Maruti WagonR Scores Poor 2-Star Crash Test Rating
The body shell integrity of the latest generation Maruti Suzuki WagonR was rated unstable by Global NCAP
- Global NCAP tested the base variant of the WagonR sold in India.
- Received poor 2-star adult and child protection ratings.
- WagonR only offers a driver airbag as standard.
- Passenger airbag and front seatbelts with pretensioners and force limiters are optional.
- Body shell of the WagonR was rated as unstable.
- Tata Nexon remains the only made-in-India car tested by Global NCAP to get 5-star rating.
The Global New Car Assessment Programme (Global NCAP) recently tested a few made-in-India cars, including the Maruti Suzuki WagonR, in the sixth round of the #SaferCarsForIndia campaign. There, the hatchback scored a poor 2-star rating for both adult and child protection.
Global NCAP tested the base variant of the WagonR, which sadly offers neither a passenger airbag nor front seatbelts with pretensioners and load limiters as standard equipment. While you can add these features under the optional package for a Rs 7,000 premium, the bodyshell integrity of the WagonR will remain unstable as tested.
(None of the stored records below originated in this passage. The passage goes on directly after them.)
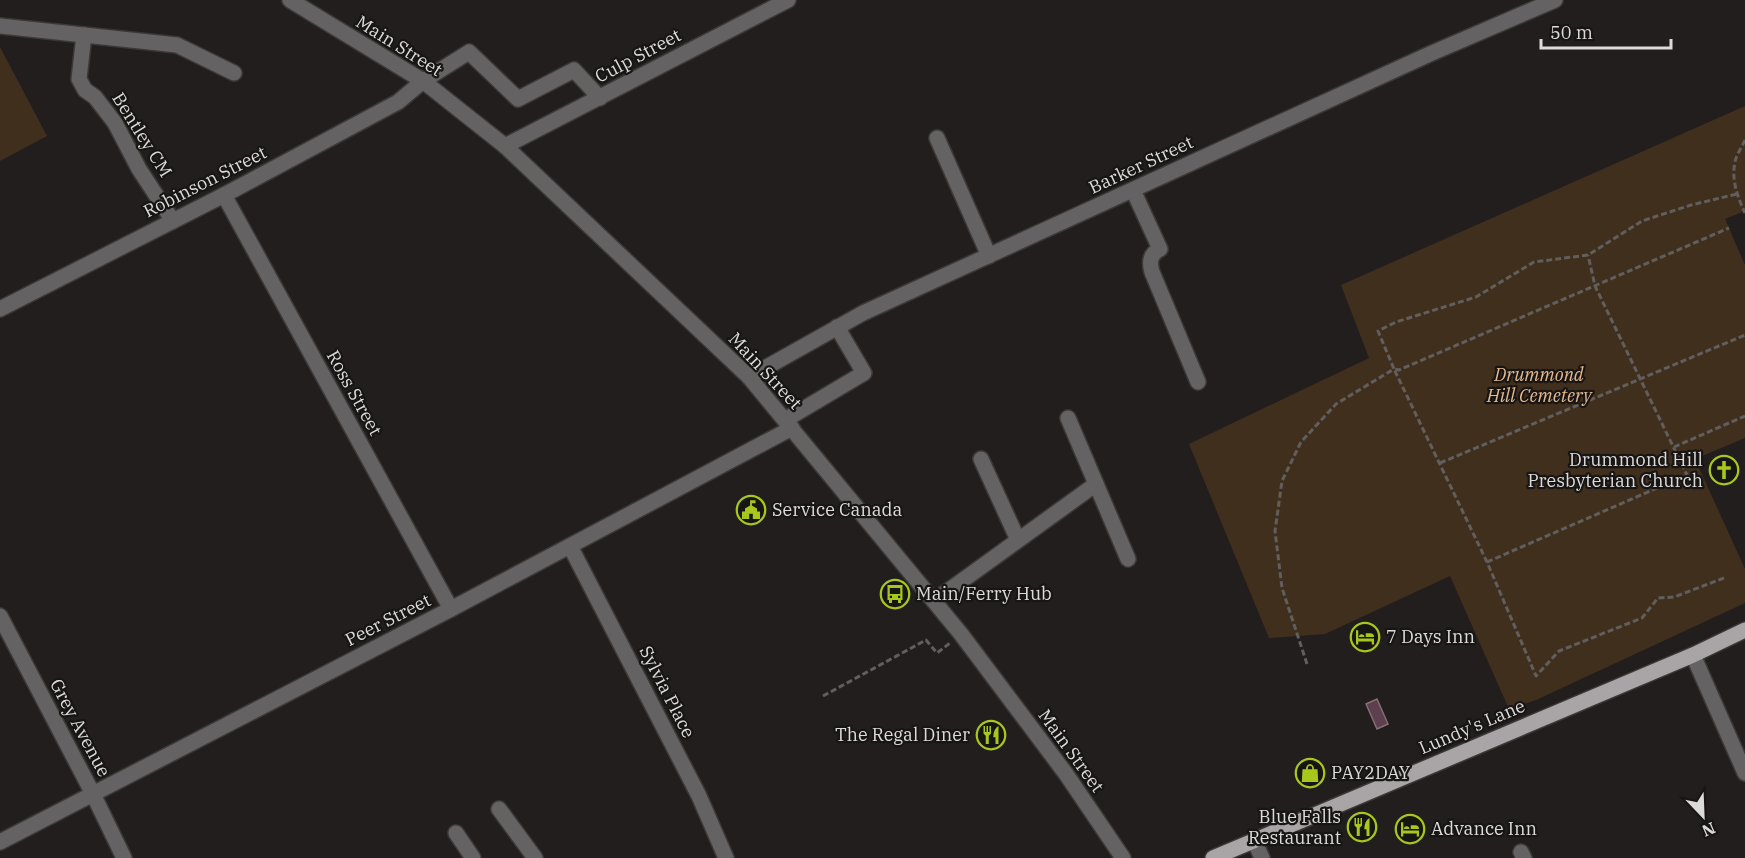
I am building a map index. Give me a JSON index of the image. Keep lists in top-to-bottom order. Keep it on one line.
{"streets":{"main road":["Lundy's Lane"],"street":["Main Street","Culp Street","Bentley CM","Barker Street","Robinson Street","Ross Street","Peer Street","Sylvia Place","Grey Avenue"]},"crossings":[["Main Street","Culp Street"],["Main Street","Barker Street"],["Main Street","Robinson Street"],["Main Street","Peer Street"],["Culp Street","Robinson Street"],["Bentley CM","Robinson Street"],["Barker Street","Peer Street"],["Robinson Street","Ross Street"],["Ross Street","Peer Street"],["Peer Street","Sylvia Place"],["Peer Street","Grey Avenue"]],"parks":["Drummond Hill Cemetery"],"places":{"church":["Drummond Hill Presbyterian Church"],"public building":["Service Canada"],"bus stop":["Main/Ferry Hub"],"hotel":["7 Days Inn","Advance Inn"],"restaurant":["The Regal Diner","Blue Falls Restaurant"],"shop":["PAY2DAY"]},"scale_bar":"50 m","north":"bottom right"}
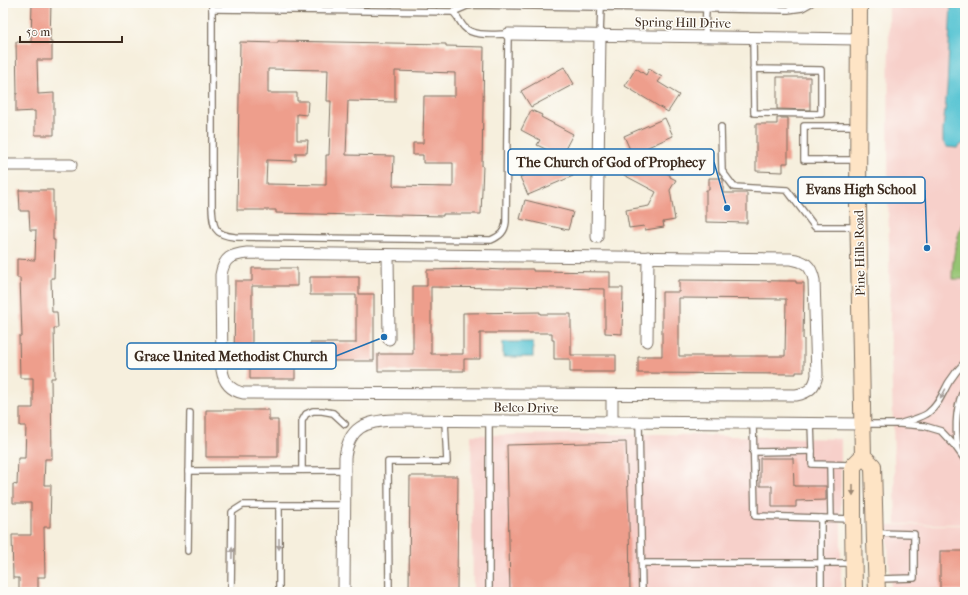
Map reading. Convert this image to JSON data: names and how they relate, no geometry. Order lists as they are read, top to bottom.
{
  "streets": {
    "main road": ["Pine Hills Road"],
    "street": ["Spring Hill Drive", "Belco Drive"]
  },
  "crossings": [
    ["Spring Hill Drive", "Pine Hills Road"],
    ["Pine Hills Road", "Belco Drive"]
  ],
  "places": ["The Church of God of Prophecy", "Evans High School", "Grace United Methodist Church"],
  "scale_bar": "50 m"
}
As with all Global NCAP tests, the WagonR was crash tested at 64kmph. However, its body shell was not capable of withstanding higher speeds. This doesn’t come as a surprise as the body shell integrity of all the Marutis tested by Global NCAP, except for the Vitara Brezza, were rated unstable. Even the latest-gen Swift, which also scored a dismal 2 star rating, was rated the same.
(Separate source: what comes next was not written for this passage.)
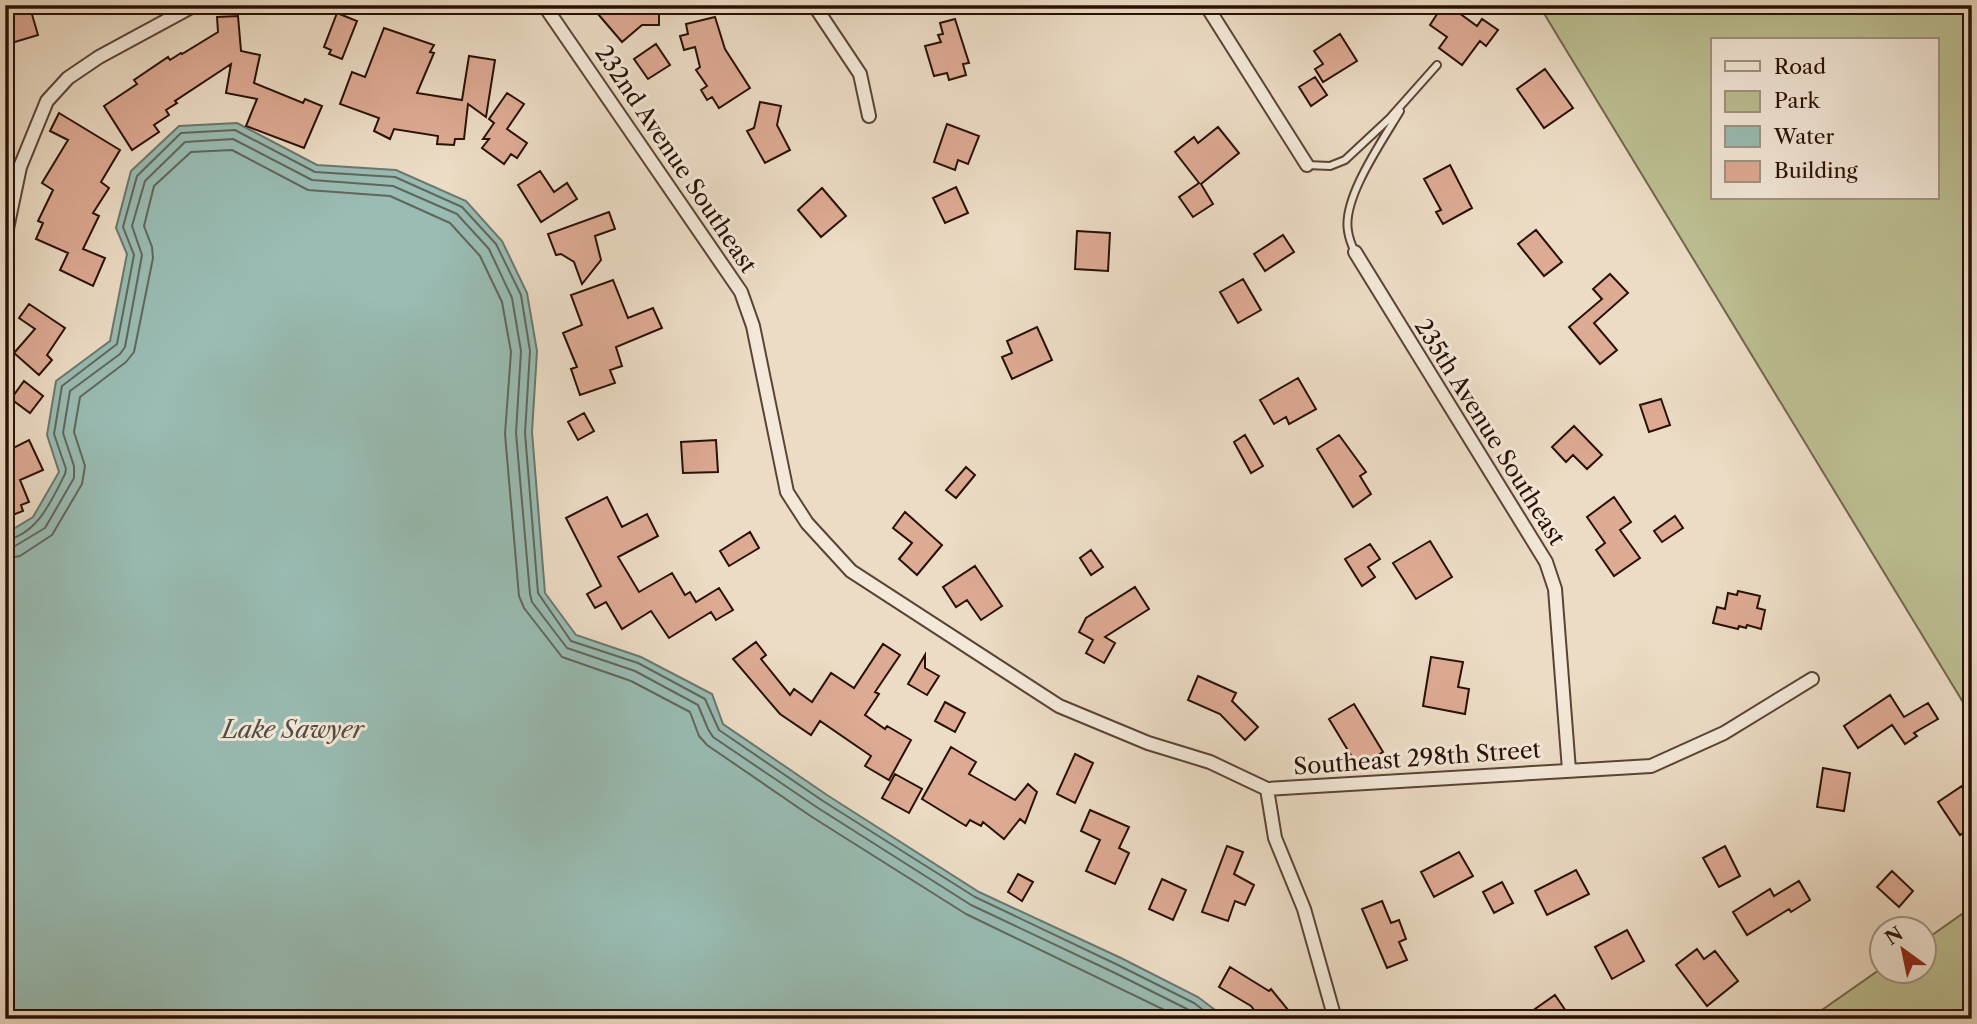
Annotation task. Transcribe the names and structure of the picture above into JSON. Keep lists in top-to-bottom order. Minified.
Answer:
{"streets":{"street":["232nd Avenue Southeast","235th Avenue Southeast","Southeast 298th Street"]},"crossings":[["232nd Avenue Southeast","Southeast 298th Street"],["235th Avenue Southeast","Southeast 298th Street"]],"water":["Lake Sawyer"],"legend":["Road","Park","Water","Building"],"north":"top left"}
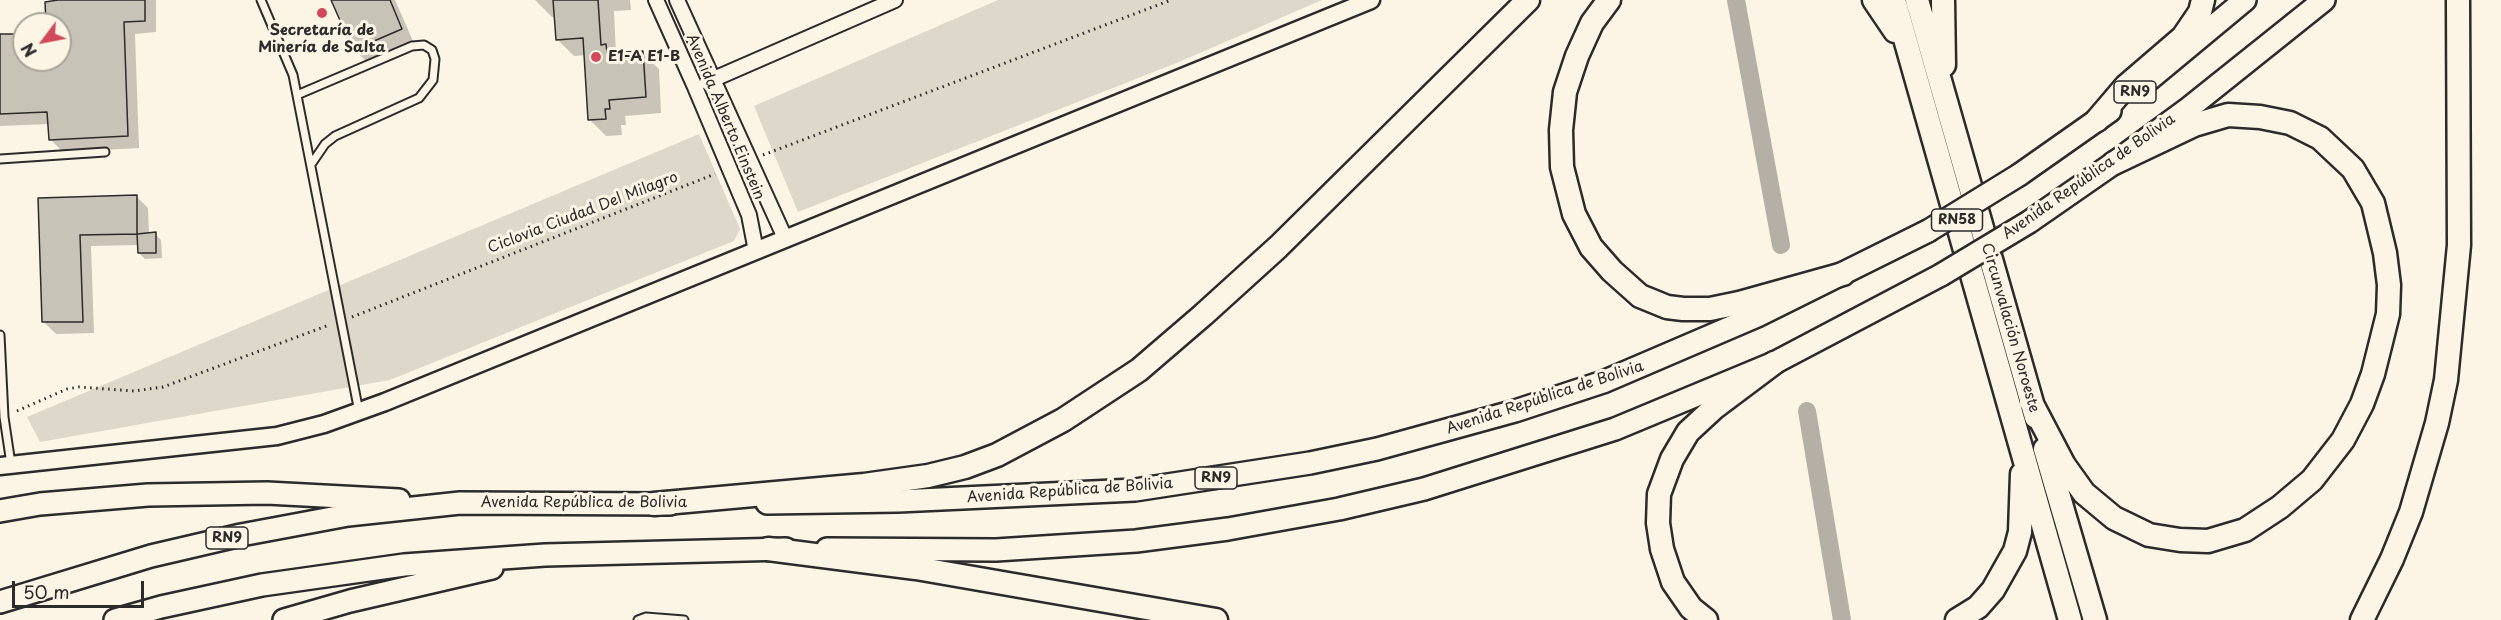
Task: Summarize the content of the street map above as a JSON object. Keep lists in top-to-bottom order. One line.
{"streets":{"highway":["RN58","Circunvalación Noroeste"],"main road":["RN9","Avenida República de Bolivia"],"street":["Avenida Alberto Einstein"],"path":["Ciclovia Ciudad Del Milagro"]},"crossings":[["Avenida Alberto Einstein","Ciclovia Ciudad Del Milagro"]],"places":["Secretaría de Minería de Salta","E1-A E1-B"],"scale_bar":"50 m","north":"bottom left"}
Adult protection test results:
Good: The Driver and Passenger’s head, Driver’s neck Adequate: Passenger’s neck Marginal: Driver and Passenger’s knees Weak: Driver and passenger’s chest Poor: None
Child protection test results:
It scored 2 stars for child protection. There’s no 3-point belt for the middle passenger and it does not offer ISOFIX child seat anchorages as well. The child seat for the 3-year-old, installed facing forward with an adult seatbelt, was not able to prevent excessive forward movement during the impact. In fact, the 3-year-old child restraint system (CRS) failed during the test. The 18-month-old CRS, which was also installed using the rearward facing adult seatbelt, provided good protection for the head but was still vulnerable for the chest.